New York State owed about $20 million for its mandatory termination in September 2008, according to the state Division of Budget. The state made the payment out of its debt reduction reserve fund.

New York had about $552 million of interest rate swaps outstanding with Lehman swap entity LBDP, including $215 million on personal income tax bonds, $119 million of mental health bonds, and $220 million of appropriations-backed bonds.

Steve Weyl, an attorney with Butler Snow in Boston, represented about a dozen clients, mostly small 501(c)3 nonprofits in New England that had swaps with Lehman and ratings below investment grade.
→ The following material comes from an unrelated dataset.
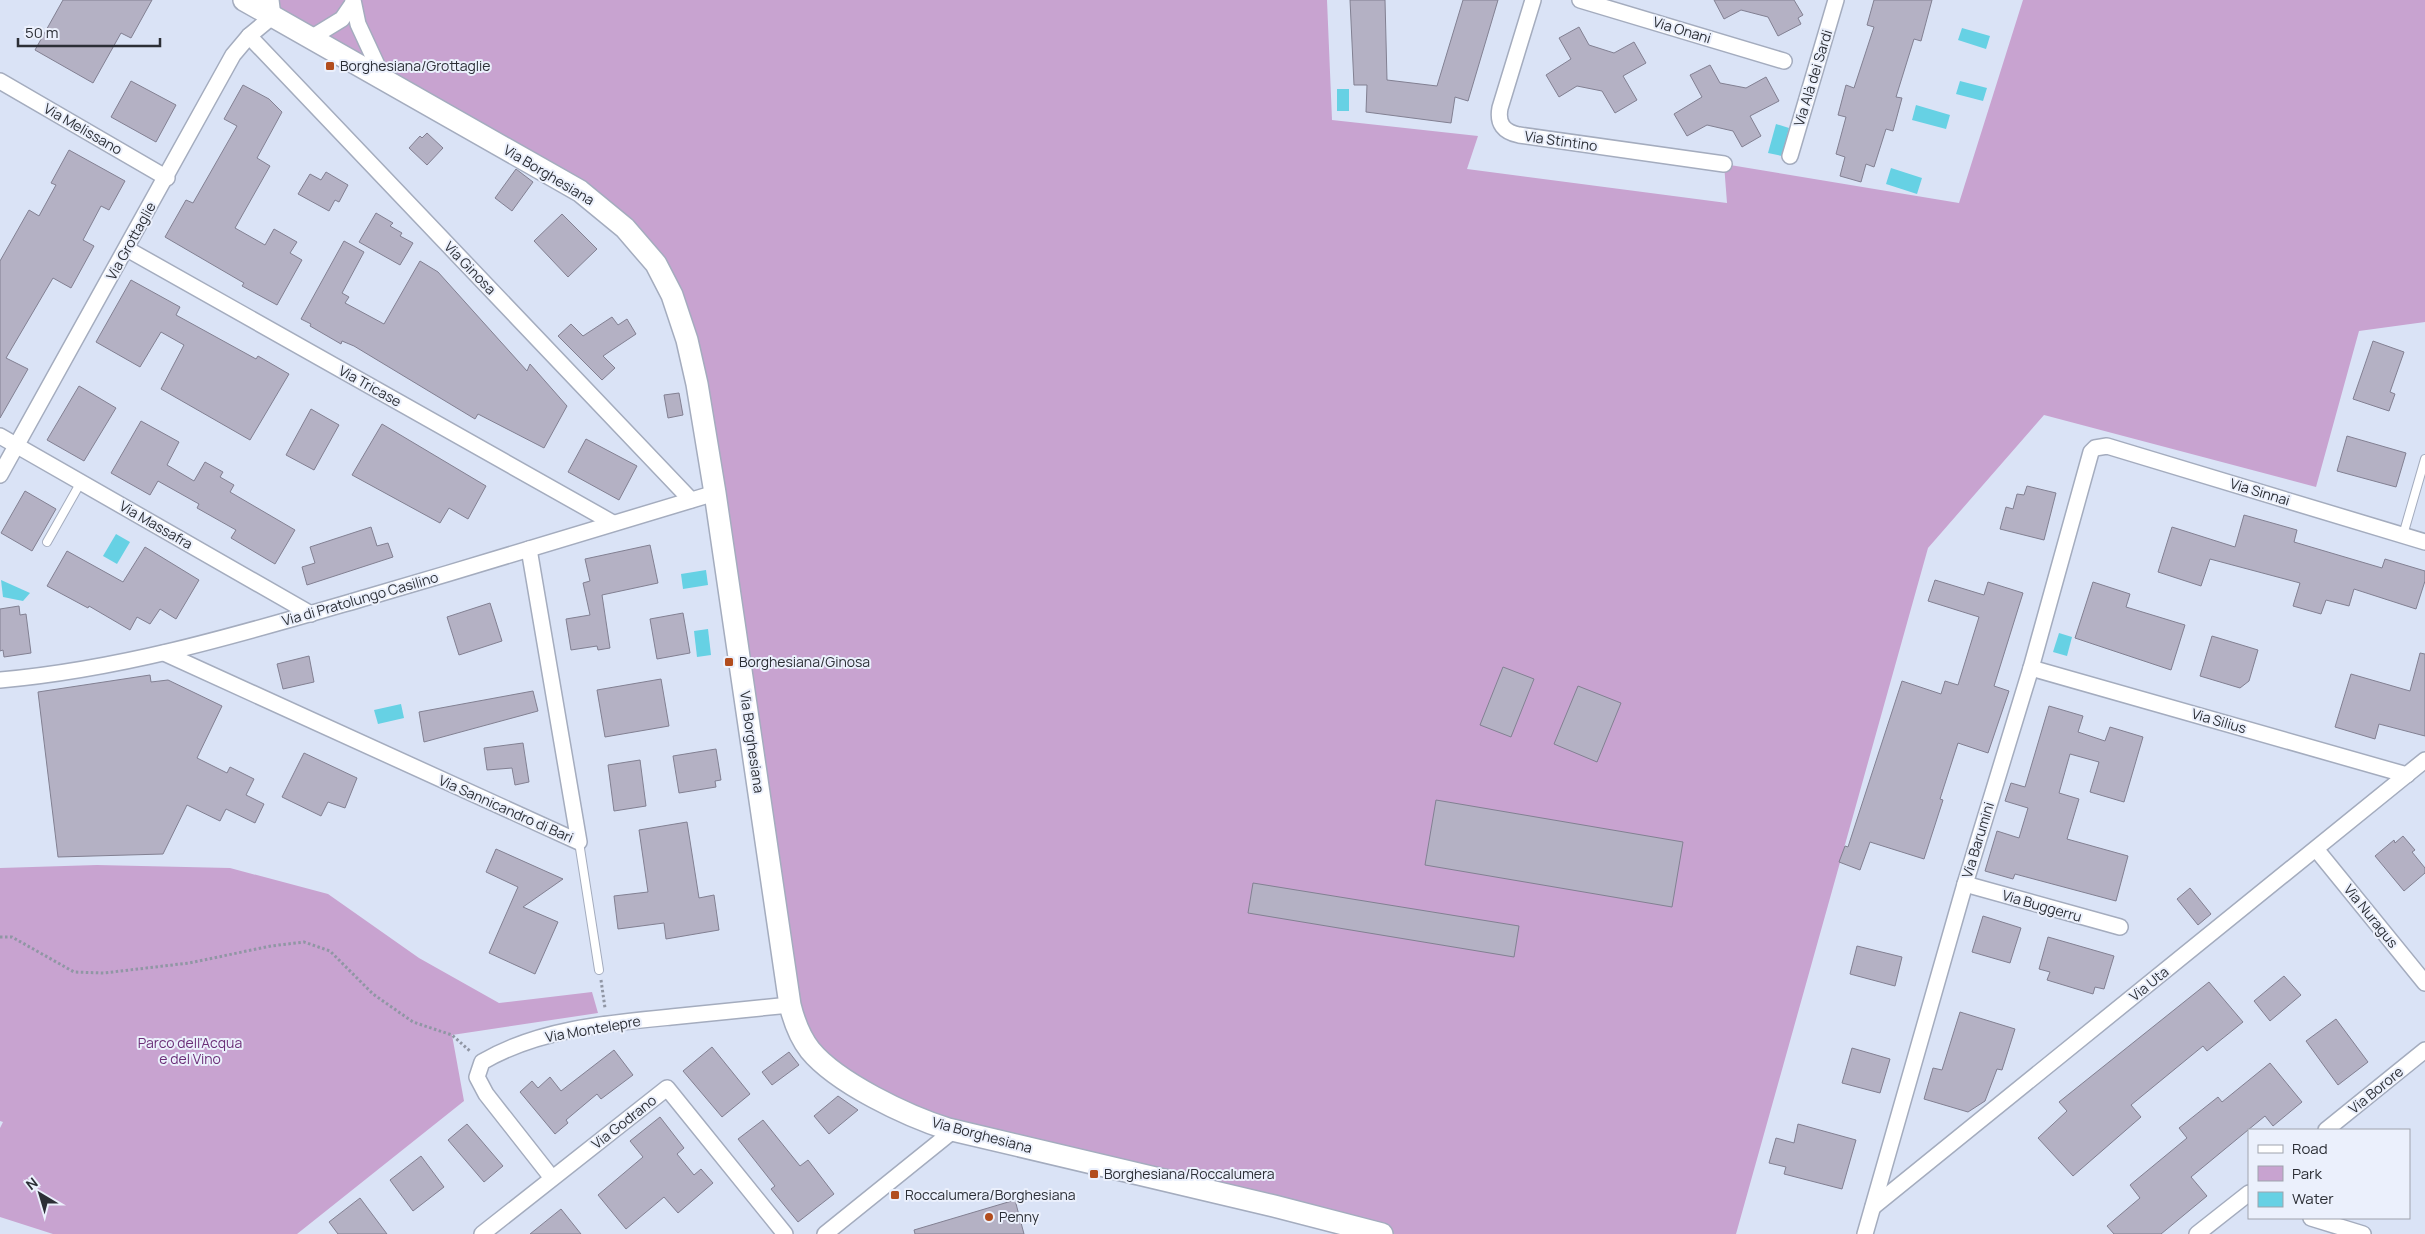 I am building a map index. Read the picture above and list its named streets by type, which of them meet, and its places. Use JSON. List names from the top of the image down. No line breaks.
{"streets":{"street":["Via Onani","Via Alà dei Sardi","Via Melissano","Via Stintino","Via Borghesiana","Via Grottaglie","Via Ginosa","Via Tricase","Via Sinnai","Via Massafra","Via di Pratolungo Casilino","Via Silius","Via Sannicandro di Bari","Via Barumini","Via Buggerru","Via Nuragus","Via Uta","Via Montelepre","Via Borore","Via Godrano"]},"crossings":[["Via Melissano","Via Grottaglie"],["Via Borghesiana","Via Grottaglie"],["Via Borghesiana","Via di Pratolungo Casilino"],["Via Borghesiana","Via Montelepre"],["Via Grottaglie","Via Ginosa"],["Via Grottaglie","Via Tricase"],["Via Grottaglie","Via Massafra"],["Via Ginosa","Via di Pratolungo Casilino"],["Via Tricase","Via di Pratolungo Casilino"],["Via Sinnai","Via Barumini"],["Via Massafra","Via di Pratolungo Casilino"],["Via di Pratolungo Casilino","Via Sannicandro di Bari"],["Via Silius","Via Barumini"],["Via Silius","Via Uta"],["Via Barumini","Via Buggerru"],["Via Barumini","Via Uta"],["Via Nuragus","Via Uta"]],"parks":["Parco dell'Acqua e del Vino"],"places":{"transit":["Borghesiana/Grottaglie","Borghesiana/Ginosa","Borghesiana/Roccalumera","Roccalumera/Borghesiana"],"other":["Penny"]},"legend":["Road","Park","Water"],"scale_bar":"50 m","north":"top left"}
Of those, one is still in the swap today, which is guaranteed by Deutsche Bank.

“The more creditworthy the borrower, the more options they had to replace the swap,” Weyl said.

State and local governments were exposed not just to swaps with Lehman but also with investments, particularly those needed for short-term liquidity.

The bankruptcy of Lehman “cut the heart out of the commercial paper market,” Robert Hullinghorst, then treasurer for Boulder County, Colorado, told the House Financial Services Committee on May 9, 2009.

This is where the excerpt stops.